Netsources est une boussole dans cette mutation. Nous identifions les compétences qui résistent à l’automatisation, celles qui maintiennent l’humain aux commandes. Car la vraie question n’est pas «que peut faire l’IA ?», mais « que devons-nous savoir faire pour rester pilotes ? »

Sans questions, pas de valeur

Comme Christian Vigne l’avait souligné fin 2024 dans sa chronique «Mon premier paper : Answers in abundance, questions in scarcity», que nous publions ici pour la première fois : le problème n’est pas la machine avec son offre infinie de réponses, mais la question, souvent rare et mal formulée.

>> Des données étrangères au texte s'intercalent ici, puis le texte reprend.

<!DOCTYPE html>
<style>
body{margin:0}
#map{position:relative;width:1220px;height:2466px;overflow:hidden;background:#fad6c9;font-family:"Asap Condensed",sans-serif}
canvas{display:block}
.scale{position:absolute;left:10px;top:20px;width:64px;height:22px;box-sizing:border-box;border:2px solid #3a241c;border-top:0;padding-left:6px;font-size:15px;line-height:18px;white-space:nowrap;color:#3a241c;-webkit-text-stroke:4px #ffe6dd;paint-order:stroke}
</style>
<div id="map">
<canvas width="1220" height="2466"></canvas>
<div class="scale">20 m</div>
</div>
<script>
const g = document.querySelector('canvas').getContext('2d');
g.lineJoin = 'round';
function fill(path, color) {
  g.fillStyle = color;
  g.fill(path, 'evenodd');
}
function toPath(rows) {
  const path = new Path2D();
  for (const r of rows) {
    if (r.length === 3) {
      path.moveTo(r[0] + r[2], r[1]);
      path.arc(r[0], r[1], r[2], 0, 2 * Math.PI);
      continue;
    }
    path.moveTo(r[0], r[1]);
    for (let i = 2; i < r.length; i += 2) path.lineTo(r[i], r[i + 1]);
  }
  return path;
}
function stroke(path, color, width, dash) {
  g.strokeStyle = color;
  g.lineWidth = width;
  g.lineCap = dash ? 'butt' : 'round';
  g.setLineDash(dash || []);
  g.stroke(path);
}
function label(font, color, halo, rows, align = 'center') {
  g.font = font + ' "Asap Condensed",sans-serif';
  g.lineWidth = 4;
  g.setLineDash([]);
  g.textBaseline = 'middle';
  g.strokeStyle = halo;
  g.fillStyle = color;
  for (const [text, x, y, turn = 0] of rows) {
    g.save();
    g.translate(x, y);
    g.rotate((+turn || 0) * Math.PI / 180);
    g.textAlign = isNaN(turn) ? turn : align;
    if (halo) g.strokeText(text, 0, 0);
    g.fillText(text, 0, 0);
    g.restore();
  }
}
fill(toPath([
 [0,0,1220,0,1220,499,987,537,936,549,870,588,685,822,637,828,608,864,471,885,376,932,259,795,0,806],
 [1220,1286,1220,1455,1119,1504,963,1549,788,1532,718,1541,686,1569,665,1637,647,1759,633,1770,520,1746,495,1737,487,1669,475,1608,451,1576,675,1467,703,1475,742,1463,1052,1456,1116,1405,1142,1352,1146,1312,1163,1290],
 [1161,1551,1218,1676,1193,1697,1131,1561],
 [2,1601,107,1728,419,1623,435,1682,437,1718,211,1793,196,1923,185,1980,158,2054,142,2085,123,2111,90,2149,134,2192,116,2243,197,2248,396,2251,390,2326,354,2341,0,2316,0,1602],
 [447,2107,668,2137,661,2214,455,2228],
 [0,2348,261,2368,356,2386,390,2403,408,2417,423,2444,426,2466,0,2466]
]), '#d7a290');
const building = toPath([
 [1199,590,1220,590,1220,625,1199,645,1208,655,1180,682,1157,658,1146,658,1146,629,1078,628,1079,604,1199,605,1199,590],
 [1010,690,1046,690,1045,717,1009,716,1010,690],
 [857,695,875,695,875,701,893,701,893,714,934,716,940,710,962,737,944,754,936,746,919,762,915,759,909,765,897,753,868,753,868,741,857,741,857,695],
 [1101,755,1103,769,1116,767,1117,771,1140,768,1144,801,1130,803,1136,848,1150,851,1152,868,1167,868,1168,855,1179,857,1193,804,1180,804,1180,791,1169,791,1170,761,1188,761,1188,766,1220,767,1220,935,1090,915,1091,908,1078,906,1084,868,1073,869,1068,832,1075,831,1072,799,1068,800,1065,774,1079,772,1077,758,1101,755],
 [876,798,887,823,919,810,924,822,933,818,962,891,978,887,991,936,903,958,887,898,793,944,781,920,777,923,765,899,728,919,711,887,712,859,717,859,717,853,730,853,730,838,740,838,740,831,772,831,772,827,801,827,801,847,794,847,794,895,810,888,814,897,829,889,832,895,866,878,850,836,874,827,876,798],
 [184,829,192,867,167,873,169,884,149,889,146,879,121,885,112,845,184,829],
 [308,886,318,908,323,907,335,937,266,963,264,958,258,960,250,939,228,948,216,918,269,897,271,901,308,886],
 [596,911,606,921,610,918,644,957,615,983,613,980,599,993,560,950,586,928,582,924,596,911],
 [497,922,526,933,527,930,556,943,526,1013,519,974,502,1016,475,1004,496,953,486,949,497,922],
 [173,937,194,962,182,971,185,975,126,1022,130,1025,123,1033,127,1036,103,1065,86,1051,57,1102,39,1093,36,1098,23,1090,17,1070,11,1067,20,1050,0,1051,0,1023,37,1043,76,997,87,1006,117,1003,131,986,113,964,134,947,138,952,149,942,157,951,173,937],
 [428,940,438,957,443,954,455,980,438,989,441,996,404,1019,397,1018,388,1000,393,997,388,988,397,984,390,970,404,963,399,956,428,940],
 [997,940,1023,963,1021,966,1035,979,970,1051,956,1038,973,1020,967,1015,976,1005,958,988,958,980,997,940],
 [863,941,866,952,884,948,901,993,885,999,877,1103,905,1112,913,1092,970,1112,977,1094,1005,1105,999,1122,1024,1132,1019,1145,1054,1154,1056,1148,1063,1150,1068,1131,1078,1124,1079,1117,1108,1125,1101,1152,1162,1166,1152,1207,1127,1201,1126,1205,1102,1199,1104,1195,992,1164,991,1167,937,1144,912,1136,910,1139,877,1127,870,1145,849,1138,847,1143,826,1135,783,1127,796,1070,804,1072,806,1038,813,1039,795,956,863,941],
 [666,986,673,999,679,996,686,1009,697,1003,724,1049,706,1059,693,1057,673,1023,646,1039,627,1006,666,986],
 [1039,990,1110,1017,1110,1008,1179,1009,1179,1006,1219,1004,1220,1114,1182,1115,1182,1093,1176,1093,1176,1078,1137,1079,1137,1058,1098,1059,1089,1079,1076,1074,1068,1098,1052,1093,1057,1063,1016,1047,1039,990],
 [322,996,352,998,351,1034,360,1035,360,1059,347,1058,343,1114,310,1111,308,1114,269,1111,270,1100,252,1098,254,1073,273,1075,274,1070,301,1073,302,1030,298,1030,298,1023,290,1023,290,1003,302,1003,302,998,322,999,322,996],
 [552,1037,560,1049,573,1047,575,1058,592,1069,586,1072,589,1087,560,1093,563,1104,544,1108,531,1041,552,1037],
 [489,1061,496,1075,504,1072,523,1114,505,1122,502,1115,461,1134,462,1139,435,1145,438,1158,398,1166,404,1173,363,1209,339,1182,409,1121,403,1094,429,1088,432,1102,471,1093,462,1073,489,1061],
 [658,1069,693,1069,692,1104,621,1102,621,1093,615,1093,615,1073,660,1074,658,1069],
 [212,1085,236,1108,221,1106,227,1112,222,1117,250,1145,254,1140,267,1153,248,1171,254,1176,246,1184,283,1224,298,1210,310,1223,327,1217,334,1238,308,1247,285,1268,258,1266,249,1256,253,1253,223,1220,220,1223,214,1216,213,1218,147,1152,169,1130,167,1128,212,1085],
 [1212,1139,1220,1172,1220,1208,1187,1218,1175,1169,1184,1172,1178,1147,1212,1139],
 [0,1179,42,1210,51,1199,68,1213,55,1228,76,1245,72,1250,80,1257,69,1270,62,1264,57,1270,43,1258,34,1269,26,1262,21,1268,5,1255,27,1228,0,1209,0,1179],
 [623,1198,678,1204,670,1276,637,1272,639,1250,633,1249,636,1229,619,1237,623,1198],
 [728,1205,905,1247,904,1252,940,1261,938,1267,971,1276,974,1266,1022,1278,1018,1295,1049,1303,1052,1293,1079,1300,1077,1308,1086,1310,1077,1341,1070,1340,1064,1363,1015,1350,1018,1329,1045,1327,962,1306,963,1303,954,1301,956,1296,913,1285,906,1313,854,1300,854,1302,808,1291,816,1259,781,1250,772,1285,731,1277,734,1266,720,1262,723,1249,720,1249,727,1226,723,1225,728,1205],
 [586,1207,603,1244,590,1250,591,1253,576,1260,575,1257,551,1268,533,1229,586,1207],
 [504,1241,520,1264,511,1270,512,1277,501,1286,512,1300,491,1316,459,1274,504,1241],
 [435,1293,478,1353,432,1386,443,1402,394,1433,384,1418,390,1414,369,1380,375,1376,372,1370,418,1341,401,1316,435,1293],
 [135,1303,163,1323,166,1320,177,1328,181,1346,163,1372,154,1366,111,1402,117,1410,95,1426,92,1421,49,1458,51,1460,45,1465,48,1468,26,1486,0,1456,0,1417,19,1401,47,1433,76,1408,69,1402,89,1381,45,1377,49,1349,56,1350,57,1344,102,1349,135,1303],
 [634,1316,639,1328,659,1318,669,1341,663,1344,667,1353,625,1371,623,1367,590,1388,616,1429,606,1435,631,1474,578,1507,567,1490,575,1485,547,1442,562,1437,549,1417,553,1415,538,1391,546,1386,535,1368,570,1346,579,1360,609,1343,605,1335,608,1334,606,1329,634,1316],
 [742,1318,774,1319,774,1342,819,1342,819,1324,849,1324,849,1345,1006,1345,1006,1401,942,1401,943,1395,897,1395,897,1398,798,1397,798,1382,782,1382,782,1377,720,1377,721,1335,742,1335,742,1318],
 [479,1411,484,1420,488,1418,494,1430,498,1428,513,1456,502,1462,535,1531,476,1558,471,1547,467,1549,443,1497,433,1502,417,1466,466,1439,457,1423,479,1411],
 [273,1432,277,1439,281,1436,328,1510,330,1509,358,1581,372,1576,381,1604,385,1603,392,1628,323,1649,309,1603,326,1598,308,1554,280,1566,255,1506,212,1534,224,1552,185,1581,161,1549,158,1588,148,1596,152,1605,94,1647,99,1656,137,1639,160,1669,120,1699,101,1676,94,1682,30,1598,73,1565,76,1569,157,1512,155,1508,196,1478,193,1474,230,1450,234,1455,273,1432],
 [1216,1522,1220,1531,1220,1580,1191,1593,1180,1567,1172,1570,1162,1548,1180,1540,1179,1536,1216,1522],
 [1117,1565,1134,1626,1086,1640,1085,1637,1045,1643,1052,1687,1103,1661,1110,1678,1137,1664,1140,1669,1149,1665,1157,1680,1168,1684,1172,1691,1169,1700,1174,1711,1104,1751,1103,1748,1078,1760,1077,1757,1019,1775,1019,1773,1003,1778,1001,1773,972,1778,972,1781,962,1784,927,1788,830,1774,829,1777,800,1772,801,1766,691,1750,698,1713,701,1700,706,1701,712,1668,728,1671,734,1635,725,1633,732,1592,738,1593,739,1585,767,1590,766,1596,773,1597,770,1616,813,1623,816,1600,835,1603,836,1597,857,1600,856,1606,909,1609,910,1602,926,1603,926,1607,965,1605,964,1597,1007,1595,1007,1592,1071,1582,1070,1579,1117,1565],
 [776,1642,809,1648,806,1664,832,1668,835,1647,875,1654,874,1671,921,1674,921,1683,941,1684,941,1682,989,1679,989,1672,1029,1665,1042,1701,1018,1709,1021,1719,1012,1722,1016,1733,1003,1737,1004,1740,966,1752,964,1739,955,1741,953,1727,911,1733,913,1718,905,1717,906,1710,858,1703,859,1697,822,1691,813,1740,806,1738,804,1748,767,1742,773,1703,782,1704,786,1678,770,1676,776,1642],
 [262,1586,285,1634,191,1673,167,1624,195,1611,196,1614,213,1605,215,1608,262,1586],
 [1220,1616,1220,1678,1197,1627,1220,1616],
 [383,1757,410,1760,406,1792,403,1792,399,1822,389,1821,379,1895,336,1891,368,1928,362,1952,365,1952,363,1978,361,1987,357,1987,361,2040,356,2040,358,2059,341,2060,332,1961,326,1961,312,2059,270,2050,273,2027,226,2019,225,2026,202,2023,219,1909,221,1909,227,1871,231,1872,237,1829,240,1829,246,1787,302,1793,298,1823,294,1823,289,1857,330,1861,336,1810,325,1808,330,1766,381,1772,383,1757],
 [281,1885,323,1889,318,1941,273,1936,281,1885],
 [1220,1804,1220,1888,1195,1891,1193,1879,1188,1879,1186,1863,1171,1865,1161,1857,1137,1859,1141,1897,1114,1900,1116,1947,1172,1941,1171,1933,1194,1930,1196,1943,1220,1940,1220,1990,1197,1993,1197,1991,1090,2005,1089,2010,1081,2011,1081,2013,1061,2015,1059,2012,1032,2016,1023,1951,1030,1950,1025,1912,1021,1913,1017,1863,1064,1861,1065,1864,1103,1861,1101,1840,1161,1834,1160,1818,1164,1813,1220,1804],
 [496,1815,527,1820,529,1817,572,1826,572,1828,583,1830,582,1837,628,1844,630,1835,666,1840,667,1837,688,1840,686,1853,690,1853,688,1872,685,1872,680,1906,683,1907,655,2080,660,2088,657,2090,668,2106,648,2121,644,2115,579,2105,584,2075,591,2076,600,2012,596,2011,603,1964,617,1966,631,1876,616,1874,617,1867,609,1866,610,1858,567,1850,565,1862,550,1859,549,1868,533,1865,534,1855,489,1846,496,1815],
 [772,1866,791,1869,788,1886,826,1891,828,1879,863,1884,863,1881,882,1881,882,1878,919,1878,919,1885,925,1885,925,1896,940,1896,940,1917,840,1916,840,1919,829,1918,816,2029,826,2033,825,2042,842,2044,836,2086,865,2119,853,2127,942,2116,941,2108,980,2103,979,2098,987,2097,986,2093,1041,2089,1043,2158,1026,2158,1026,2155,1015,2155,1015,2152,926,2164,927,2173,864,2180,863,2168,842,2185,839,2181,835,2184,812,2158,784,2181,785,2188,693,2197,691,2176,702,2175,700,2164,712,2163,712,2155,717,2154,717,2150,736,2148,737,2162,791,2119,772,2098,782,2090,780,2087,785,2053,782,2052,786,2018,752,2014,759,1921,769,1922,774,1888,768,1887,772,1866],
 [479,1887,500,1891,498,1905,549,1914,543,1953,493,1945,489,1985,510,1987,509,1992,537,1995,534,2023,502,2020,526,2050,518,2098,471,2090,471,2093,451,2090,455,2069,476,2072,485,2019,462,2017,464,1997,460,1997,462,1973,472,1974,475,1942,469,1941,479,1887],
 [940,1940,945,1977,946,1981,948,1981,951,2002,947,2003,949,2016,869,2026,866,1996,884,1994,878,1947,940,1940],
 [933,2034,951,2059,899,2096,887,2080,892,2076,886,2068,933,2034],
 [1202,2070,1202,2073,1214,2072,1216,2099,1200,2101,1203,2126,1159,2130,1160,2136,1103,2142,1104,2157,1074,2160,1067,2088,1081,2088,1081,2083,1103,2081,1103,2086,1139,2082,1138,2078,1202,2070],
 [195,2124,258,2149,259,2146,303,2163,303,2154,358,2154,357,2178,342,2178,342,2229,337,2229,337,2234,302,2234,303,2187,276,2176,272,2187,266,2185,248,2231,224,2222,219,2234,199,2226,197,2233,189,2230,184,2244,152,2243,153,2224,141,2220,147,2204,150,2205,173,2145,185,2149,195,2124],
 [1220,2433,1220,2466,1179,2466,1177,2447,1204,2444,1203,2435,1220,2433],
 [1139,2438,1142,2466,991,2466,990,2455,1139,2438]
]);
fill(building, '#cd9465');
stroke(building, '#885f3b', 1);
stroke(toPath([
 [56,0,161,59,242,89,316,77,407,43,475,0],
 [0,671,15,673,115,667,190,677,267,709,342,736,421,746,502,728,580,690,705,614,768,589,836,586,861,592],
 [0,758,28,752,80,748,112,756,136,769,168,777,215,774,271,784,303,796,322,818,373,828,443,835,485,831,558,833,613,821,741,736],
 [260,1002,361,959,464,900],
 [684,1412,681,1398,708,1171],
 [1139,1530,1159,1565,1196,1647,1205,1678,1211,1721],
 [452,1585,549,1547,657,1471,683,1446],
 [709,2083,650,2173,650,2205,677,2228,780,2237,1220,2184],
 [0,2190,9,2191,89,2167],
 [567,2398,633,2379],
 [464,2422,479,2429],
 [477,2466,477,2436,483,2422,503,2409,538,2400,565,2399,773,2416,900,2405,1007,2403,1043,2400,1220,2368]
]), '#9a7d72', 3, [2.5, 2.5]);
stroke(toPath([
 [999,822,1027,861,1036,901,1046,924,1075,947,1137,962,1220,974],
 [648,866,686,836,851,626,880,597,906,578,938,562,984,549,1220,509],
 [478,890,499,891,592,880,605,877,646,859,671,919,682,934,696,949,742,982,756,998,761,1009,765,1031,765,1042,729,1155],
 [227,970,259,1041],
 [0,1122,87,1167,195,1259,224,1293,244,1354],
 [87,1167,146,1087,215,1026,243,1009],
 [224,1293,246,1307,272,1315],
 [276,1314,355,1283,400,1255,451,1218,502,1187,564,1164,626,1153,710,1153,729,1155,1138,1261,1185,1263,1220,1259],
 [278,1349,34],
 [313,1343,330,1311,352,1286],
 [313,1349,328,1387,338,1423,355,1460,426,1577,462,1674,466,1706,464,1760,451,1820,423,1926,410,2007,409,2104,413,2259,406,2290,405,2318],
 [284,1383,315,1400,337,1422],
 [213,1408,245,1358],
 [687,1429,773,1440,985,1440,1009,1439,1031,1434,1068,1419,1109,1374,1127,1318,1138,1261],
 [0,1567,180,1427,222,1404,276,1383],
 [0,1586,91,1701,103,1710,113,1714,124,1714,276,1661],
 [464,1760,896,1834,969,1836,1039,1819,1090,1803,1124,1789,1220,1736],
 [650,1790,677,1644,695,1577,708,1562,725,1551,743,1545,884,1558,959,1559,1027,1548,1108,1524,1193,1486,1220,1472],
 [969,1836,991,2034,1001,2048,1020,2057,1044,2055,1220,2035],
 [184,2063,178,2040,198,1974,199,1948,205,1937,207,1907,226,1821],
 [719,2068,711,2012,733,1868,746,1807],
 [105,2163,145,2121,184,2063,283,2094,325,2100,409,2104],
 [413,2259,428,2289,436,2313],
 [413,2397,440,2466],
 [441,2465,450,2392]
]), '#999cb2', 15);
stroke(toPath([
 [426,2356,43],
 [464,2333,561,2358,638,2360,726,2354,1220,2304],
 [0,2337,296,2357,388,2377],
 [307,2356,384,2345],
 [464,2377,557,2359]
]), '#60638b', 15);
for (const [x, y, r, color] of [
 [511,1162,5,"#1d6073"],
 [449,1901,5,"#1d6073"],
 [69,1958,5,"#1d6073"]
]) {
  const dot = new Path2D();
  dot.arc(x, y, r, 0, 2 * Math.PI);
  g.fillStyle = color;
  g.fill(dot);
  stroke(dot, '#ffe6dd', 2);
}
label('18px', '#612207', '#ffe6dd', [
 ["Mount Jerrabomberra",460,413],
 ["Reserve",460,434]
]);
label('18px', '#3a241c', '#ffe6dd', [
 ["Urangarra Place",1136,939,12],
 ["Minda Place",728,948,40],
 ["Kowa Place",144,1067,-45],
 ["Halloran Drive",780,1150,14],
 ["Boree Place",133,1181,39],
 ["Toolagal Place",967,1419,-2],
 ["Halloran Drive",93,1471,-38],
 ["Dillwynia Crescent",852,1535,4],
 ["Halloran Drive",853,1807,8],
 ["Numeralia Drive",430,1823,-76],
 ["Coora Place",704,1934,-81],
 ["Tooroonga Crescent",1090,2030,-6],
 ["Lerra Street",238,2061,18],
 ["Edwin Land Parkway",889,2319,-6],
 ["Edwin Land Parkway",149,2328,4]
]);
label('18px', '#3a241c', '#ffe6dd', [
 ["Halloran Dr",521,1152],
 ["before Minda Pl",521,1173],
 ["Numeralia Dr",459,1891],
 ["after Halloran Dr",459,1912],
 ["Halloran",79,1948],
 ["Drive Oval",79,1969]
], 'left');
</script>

Un an après, avec une adoption B2B en forte croissance et des investissements triplés, cette «crise de la demande» demeure un sujet majeur: résultats aléatoires, bulle spéculative, débats sur l'intelligence réelle des LLMs.

Monter le décor

Ulysse Rajim présente le pas suivant après le prompt engineering : le context engineering. On n’écrit plus une phrase magique, on monte un décor entier - données, outils, sécurité - pour éviter que l’agent ne s’égare, se noie dans l’info ou se contredise. Savoir structurer ce contexte : une compétence fondamentale.

Lire aussi :

Le prompt, un art pour la veille stratégique et la recherche d'information 1ère et 2eme partie (Véronique Mesguich)

Choisir devient composer

Véronique Mesguich décrypte la contre-attaque de Google qui clarifie sa stratégie en intégrant l’IA dans ses écosystèmes pros, et la riposte des concurrents par la spécialisation: du «tout-en-un» vers des domaines ciblés (codage, recherche, création). On ne choisit plus un outil unique, mais on construit un portefeuille qu’il faut sans cesse suivre et valider. Une posture clef pour bâtir des stratégies IA hybrides.

Accélérer, pas remplacer

Elodie Charrière explore comment l’IA génère scripts, légendes et visuels sur mesure pour les réseaux sociaux. Les créateurs laissent l’IA écrire, trouver des angles. Non pour être remplacés - pour aller plus vite, tester, optimiser l’engagement. La compétence vitale ? Préserver l’intention créative. L’IA exécute, l’humain dirige.

Face à l’IA, structurer un contexte, orchestrer des outils, préserver une intention : ces compétences déterminent qui garde la main. Car formuler une question pertinente échappe à la taylorisation. C’est la compétence du cadre, pas de l’exécutant.